A very simple bad-bot trap that catches both bots that ignore your
robots.txt, and site rippers who don't read the
robots.txt. There are many versions of this trap out there. This one is not particularly sophisticated, but it works.
Use with care to make sure you don't shut out visitors that you do want, or worse, shut down your site.
If you don't understand the following code, don't use it!
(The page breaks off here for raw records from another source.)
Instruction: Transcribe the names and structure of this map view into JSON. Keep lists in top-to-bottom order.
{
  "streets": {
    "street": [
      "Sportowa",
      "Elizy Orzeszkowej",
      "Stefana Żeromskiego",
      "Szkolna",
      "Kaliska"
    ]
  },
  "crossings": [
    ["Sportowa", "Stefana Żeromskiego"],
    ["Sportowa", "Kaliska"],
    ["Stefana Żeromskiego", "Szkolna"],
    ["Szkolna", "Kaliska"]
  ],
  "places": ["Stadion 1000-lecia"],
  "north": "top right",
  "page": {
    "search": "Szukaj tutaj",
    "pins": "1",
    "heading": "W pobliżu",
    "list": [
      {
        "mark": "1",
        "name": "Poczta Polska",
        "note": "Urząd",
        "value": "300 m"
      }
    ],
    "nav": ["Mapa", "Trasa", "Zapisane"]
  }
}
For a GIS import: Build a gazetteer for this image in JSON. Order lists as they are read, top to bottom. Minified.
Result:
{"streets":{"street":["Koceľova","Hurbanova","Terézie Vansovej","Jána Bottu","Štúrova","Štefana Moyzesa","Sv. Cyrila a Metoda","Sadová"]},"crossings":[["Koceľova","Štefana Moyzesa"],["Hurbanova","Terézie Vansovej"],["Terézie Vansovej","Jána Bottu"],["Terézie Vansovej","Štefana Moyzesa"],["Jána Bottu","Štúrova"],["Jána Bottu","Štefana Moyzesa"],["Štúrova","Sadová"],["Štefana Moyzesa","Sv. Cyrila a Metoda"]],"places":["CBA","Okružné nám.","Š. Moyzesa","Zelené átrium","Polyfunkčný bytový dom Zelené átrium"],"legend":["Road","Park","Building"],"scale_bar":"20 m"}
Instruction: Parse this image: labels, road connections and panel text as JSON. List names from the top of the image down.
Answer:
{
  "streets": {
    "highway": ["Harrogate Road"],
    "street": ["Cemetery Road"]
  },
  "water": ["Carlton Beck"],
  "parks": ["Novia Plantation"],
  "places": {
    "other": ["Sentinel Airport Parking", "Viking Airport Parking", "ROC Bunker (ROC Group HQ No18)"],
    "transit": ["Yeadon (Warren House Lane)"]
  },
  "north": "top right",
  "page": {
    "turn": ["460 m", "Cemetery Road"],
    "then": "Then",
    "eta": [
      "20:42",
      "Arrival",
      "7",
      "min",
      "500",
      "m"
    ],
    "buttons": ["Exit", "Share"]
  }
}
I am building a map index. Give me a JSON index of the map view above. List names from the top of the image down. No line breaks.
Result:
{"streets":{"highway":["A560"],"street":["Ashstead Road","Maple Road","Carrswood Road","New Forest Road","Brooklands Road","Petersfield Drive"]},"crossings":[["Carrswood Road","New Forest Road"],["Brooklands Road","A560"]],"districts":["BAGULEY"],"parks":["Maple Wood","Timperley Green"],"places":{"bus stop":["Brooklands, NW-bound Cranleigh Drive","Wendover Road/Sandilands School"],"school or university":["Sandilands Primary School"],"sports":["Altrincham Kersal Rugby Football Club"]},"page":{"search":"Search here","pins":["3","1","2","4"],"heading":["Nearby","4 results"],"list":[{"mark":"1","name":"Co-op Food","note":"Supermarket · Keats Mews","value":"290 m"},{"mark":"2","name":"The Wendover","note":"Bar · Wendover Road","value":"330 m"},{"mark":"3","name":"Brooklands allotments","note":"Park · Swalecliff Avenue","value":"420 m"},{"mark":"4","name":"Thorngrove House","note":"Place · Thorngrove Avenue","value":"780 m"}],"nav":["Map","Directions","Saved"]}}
P.S. you can use it but you cannot post it elsewhere. Copyright 2006
What you need:
- PHP enabled site
- Ability to incorporate robots.txt
- Ability to incorporate .htaccess files on your site
- Ability to send email via PHP
- Stamina to monitor your logs and .htaccess file
The following files are created or edited under your .html directory, typically
public_html/ on shared web hosting services.
robots.txt
.htaccess
badbots.php
bad-bots-script.php
index.php (or index.html)
- Add the following lines (or appropriate version) to your robots.txt:
User-agent: *
Disallow: /badbots.php
- Create the following file: badbots.php
<?php
header("Content-type: text/html; charset=utf-8");
echo '
<!DOCTYPE html PUBLIC "-//W3C//DTD XHTML 1.0 Strict//EN"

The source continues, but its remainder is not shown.